Environment Minister Eamon Ryan, flanked by Ministers of State Hildegarde Naughton and Ossian Smyth, spoke eloquently of retrofitting homes, fuel poverty, agriculture, methane emissions, and more in a department briefing afterwards.

There was not one mention of the crisis in Ireland's biodiversity and the desperate need for intervention until I asked the question.

Communications staff in the Department of Environment – one of the better ones for engaging with a probing media, it must be said – must have nudged their counterparts in the Department of Housing, because shortly after 6.30pm, biodiversity got its first official outing of the day in a press release announcing significant funding for the National Parks and Wildlife Service (NPWS).

Why biodiversity falls under the remit of the Department of Housing is anyone's guess, but that's for another day. What it does suggest is that biodiversity is not taken as seriously as it should be, lumped in with heritage at the Housing Department as a bit of an afterthought.

Last month, a range of expert academics convened by the Friends of the Earth marked the Government's cards when it came to various climate-related actions. 

The scores ranged from 8.5 for waste and 7.5 for climate to 4.5 for nature and biodiversity and four for agriculture and forestry. 

The evidence is clear and incontrovertible – Ireland's bird species are in grave danger, ecosystems are collapsing, and Ireland has repeatedly been referred to the European Court of Justice for failures in conservation measures.

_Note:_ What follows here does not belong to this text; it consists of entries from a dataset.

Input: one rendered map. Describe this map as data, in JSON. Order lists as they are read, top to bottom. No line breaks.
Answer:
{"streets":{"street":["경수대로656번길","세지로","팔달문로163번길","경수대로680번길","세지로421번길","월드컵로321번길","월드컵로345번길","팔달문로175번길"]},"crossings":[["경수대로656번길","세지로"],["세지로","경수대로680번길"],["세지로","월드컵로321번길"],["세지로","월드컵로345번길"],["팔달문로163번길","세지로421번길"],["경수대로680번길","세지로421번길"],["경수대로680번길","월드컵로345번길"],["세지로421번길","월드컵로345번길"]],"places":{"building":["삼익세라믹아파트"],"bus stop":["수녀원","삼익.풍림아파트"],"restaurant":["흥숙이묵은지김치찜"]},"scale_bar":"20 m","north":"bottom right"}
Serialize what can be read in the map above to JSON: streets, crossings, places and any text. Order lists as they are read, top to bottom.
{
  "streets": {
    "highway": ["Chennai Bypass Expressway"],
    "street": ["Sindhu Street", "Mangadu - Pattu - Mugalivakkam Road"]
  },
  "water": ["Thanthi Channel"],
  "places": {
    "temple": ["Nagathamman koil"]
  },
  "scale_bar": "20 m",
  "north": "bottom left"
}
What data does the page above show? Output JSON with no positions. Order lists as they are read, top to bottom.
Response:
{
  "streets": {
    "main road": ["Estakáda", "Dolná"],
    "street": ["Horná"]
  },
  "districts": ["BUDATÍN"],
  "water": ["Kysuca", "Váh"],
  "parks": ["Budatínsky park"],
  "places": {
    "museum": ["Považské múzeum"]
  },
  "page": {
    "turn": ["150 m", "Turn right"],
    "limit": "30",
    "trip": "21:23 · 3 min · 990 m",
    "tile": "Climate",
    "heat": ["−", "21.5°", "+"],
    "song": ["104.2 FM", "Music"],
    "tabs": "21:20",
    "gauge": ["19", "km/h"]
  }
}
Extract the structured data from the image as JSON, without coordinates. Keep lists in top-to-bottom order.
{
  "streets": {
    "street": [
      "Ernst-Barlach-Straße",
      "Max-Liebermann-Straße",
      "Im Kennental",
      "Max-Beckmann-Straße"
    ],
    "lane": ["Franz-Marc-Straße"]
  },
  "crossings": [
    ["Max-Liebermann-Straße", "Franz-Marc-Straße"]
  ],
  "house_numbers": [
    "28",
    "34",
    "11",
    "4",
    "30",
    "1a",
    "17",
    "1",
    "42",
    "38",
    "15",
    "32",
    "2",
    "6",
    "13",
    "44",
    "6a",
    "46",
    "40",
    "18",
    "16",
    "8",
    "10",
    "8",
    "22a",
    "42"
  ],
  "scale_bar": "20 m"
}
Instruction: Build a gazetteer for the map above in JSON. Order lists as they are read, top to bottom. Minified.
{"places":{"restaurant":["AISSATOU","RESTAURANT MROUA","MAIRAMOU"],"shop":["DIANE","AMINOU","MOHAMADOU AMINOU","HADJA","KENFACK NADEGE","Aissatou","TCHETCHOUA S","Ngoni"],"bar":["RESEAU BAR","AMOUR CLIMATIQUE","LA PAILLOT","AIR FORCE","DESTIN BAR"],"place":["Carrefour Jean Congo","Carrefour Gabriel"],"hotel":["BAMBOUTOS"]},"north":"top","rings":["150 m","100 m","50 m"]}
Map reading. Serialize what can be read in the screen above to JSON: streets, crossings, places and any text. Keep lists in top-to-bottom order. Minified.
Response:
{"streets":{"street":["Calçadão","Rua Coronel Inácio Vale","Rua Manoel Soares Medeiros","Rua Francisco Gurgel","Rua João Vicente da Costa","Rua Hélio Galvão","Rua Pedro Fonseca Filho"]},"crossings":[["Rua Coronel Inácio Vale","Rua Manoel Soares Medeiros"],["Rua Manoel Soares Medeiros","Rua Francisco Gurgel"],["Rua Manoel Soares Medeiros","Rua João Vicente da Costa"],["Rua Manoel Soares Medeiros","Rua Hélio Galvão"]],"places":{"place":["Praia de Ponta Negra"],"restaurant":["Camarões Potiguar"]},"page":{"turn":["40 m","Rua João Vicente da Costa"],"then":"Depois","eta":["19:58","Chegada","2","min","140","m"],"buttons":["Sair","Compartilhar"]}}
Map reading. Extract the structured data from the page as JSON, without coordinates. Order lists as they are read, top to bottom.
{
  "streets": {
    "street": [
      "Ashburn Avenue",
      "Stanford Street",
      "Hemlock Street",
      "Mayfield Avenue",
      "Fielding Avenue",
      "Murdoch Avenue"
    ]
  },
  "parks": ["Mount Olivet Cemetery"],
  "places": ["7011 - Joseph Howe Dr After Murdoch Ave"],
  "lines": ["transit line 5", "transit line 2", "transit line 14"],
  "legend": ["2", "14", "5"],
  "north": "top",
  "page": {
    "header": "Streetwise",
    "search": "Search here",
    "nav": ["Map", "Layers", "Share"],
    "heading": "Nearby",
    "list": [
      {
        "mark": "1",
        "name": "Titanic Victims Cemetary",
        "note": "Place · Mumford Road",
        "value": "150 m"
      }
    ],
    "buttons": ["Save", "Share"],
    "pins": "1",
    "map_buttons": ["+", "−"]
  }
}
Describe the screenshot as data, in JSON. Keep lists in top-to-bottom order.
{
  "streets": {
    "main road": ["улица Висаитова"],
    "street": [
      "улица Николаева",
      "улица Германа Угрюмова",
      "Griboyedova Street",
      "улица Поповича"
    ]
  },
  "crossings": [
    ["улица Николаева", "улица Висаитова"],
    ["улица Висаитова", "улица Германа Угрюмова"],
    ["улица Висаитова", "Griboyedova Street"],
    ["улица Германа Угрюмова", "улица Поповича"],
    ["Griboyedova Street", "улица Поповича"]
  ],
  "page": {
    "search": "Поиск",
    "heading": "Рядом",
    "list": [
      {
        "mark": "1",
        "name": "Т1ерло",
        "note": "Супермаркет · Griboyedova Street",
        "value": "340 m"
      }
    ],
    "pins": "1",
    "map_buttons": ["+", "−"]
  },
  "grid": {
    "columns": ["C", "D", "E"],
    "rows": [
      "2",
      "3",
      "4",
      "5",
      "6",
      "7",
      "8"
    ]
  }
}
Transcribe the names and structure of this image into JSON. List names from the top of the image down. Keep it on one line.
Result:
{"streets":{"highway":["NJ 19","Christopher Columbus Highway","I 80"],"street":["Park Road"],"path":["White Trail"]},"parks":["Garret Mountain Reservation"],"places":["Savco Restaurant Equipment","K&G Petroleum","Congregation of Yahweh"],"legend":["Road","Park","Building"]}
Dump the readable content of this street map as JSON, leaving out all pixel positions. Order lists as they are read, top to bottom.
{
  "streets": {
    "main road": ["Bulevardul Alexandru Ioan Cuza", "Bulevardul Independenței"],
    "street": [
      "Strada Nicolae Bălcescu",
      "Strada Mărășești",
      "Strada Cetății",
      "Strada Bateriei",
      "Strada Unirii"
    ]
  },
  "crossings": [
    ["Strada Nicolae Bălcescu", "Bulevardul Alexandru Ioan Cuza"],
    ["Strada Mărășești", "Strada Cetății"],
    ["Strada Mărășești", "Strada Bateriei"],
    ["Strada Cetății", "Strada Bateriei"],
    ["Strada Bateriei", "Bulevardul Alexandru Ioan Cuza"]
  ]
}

Will this newly invigorated approach to climate change make a difference? Time will tell, but the efforts of Heritage Minister Malcolm Noonan are to be commended.

He announced an allocation of more than €47m for the NPWS, which will allow it to beef up staffing to pre-financial crisis levels. That funding boost is an increase of 64% since he became minister in 2020, he said.

The department said the new package will strengthen capacity to restore and protect our most precious habitats and vulnerable species, including peatlands; assist in the investigation of wildlife crime; and enhance the management of national parks and nature reserves.

Crucially, it will "facilitate the establishment of an expanded habitats conservation programme, which will improve and enhance Ireland’s work under the EU Nature Directives and deliver support to more than 400 special area of conservation sites across the country".

That is encouraging progress, albeit coming from a low base. 

NPWS staff have long been lauded for stretching themselves as far as they could with the scant resources they have, and €47m is not small change – there's a long way to go, but it's a start.